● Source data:
################

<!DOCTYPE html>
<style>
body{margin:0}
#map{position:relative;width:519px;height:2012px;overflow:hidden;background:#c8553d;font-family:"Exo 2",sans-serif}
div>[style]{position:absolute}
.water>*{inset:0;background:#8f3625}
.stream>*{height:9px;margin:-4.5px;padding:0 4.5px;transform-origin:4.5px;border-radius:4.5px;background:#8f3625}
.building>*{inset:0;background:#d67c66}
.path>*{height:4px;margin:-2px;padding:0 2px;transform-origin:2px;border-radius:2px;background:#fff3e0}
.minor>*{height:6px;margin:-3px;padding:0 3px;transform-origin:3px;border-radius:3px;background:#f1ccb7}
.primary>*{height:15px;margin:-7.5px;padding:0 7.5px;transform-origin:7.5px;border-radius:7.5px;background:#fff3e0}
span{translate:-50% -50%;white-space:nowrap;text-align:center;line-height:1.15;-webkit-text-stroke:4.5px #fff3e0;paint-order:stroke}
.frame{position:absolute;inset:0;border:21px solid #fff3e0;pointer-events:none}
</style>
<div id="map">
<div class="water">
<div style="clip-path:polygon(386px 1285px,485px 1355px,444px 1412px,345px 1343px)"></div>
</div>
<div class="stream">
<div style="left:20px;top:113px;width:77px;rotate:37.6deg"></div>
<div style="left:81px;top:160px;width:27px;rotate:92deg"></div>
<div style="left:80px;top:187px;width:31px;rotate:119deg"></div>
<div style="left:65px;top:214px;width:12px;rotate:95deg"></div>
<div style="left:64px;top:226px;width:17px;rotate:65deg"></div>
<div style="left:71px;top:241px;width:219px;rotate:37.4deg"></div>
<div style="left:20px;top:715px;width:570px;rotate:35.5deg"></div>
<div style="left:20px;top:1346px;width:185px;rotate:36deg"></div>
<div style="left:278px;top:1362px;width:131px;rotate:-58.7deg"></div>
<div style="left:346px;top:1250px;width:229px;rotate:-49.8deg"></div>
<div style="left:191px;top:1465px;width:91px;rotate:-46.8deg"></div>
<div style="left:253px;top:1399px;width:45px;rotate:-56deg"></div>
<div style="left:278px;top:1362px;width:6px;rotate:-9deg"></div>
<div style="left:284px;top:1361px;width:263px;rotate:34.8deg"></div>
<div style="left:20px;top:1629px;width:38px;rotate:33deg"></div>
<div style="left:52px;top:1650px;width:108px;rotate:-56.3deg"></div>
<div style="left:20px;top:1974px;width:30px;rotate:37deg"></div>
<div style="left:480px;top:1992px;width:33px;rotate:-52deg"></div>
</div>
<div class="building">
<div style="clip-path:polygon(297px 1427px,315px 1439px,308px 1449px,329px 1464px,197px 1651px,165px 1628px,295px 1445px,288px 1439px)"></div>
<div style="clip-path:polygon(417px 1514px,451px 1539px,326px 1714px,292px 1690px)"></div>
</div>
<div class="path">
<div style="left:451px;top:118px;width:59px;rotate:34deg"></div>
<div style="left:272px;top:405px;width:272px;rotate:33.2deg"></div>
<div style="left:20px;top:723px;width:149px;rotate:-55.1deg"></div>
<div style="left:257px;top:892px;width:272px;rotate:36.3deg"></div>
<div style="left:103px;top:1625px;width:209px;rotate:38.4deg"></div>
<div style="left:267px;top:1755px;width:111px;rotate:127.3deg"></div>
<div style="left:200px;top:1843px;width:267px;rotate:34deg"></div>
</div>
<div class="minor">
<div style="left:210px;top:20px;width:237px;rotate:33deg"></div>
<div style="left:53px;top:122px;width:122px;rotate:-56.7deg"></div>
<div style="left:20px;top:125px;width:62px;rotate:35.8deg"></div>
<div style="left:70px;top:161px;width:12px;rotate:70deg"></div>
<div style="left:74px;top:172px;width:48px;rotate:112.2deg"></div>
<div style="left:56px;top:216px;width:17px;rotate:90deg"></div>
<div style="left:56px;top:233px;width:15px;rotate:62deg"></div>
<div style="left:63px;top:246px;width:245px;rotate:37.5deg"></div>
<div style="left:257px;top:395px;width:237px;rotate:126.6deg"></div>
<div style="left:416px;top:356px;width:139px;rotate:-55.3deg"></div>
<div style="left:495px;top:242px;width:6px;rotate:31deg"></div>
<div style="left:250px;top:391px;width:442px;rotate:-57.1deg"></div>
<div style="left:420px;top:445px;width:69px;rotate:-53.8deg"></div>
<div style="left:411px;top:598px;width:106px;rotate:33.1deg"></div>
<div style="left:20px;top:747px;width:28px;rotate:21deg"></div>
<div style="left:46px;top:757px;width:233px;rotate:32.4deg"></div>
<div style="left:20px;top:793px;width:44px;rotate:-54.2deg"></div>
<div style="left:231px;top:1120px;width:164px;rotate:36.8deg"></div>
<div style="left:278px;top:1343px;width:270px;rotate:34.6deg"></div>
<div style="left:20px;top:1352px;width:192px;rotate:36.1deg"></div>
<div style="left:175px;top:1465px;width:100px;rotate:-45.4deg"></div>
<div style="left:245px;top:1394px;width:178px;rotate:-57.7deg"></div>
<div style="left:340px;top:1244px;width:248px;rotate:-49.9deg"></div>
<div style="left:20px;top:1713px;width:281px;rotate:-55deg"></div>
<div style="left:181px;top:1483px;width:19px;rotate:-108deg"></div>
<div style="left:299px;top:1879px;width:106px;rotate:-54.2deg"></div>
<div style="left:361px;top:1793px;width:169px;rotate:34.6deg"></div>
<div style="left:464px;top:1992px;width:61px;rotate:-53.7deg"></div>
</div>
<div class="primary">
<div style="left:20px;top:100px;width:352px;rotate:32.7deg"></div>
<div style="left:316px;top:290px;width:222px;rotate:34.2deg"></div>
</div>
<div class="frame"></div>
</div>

################

● What you have to do:
Check each line of the entries for "stream" and copy those that have it.

● Written response:
.stream>*{height:9px;margin:-4.5px;padding:0 4.5px;transform-origin:4.5px;border-radius:4.5px;background:#8f3625}
<div class="stream">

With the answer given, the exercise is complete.